---------- Supplied records ----------

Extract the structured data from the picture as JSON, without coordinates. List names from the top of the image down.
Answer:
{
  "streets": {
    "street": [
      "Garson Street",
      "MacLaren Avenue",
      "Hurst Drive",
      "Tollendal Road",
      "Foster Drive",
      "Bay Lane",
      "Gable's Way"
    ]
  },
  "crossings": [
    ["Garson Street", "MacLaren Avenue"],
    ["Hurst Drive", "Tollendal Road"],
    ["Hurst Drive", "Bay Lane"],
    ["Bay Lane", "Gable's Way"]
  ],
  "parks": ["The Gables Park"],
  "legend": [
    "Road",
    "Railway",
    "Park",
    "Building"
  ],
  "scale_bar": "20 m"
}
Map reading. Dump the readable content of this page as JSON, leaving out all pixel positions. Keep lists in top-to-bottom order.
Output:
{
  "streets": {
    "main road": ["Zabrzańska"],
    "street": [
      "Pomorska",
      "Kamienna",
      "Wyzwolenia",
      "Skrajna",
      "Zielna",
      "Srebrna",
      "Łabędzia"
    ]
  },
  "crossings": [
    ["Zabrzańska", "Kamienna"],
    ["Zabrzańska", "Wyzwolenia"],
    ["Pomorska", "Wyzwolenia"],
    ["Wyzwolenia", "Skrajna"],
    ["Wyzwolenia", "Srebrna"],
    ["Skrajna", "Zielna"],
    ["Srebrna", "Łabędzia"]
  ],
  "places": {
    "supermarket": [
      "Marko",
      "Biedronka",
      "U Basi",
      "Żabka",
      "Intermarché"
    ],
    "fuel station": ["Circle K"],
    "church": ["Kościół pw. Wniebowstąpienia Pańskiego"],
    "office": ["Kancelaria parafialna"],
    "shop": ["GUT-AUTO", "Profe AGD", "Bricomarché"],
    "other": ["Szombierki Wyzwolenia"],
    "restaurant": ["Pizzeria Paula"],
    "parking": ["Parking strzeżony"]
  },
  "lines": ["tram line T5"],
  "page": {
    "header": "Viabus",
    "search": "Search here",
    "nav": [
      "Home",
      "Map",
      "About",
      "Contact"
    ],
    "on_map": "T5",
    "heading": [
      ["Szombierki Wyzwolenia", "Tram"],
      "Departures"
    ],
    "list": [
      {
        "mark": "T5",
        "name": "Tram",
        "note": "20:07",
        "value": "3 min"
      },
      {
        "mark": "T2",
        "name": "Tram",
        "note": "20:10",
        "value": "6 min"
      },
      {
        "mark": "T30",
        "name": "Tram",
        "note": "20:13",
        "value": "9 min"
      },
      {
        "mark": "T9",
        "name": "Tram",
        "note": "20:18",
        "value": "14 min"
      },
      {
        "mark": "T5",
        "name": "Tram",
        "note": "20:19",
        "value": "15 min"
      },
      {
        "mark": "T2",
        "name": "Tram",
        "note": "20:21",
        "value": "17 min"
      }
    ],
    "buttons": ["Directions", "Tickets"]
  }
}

----------

About this exercise: Each record should be transcribed exactly as it was written.

Your response:
Extract the structured data from the picture as JSON, without coordinates. List names from the top of the image down.
Answer:
{
  "streets": {
    "street": [
      "Garson Street",
      "MacLaren Avenue",
      "Hurst Drive",
      "Tollendal Road",
      "Foster Drive",
      "Bay Lane",
      "Gable's Way"
    ]
  },
  "crossings": [
    ["Garson Street", "MacLaren Avenue"],
    ["Hurst Drive", "Tollendal Road"],
    ["Hurst Drive", "Bay Lane"],
    ["Bay Lane", "Gable's Way"]
  ],
  "parks": ["The Gables Park"],
  "legend": [
    "Road",
    "Railway",
    "Park",
    "Building"
  ],
  "scale_bar": "20 m"
}
Map reading. Dump the readable content of this page as JSON, leaving out all pixel positions. Keep lists in top-to-bottom order.
Output:
{
  "streets": {
    "main road": ["Zabrzańska"],
    "street": [
      "Pomorska",
      "Kamienna",
      "Wyzwolenia",
      "Skrajna",
      "Zielna",
      "Srebrna",
      "Łabędzia"
    ]
  },
  "crossings": [
    ["Zabrzańska", "Kamienna"],
    ["Zabrzańska", "Wyzwolenia"],
    ["Pomorska", "Wyzwolenia"],
    ["Wyzwolenia", "Skrajna"],
    ["Wyzwolenia", "Srebrna"],
    ["Skrajna", "Zielna"],
    ["Srebrna", "Łabędzia"]
  ],
  "places": {
    "supermarket": [
      "Marko",
      "Biedronka",
      "U Basi",
      "Żabka",
      "Intermarché"
    ],
    "fuel station": ["Circle K"],
    "church": ["Kościół pw. Wniebowstąpienia Pańskiego"],
    "office": ["Kancelaria parafialna"],
    "shop": ["GUT-AUTO", "Profe AGD", "Bricomarché"],
    "other": ["Szombierki Wyzwolenia"],
    "restaurant": ["Pizzeria Paula"],
    "parking": ["Parking strzeżony"]
  },
  "lines": ["tram line T5"],
  "page": {
    "header": "Viabus",
    "search": "Search here",
    "nav": [
      "Home",
      "Map",
      "About",
      "Contact"
    ],
    "on_map": "T5",
    "heading": [
      ["Szombierki Wyzwolenia", "Tram"],
      "Departures"
    ],
    "list": [
      {
        "mark": "T5",
        "name": "Tram",
        "note": "20:07",
        "value": "3 min"
      },
      {
        "mark": "T2",
        "name": "Tram",
        "note": "20:10",
        "value": "6 min"
      },
      {
        "mark": "T30",
        "name": "Tram",
        "note": "20:13",
        "value": "9 min"
      },
      {
        "mark": "T9",
        "name": "Tram",
        "note": "20:18",
        "value": "14 min"
      },
      {
        "mark": "T5",
        "name": "Tram",
        "note": "20:19",
        "value": "15 min"
      },
      {
        "mark": "T2",
        "name": "Tram",
        "note": "20:21",
        "value": "17 min"
      }
    ],
    "buttons": ["Directions", "Tickets"]
  }
}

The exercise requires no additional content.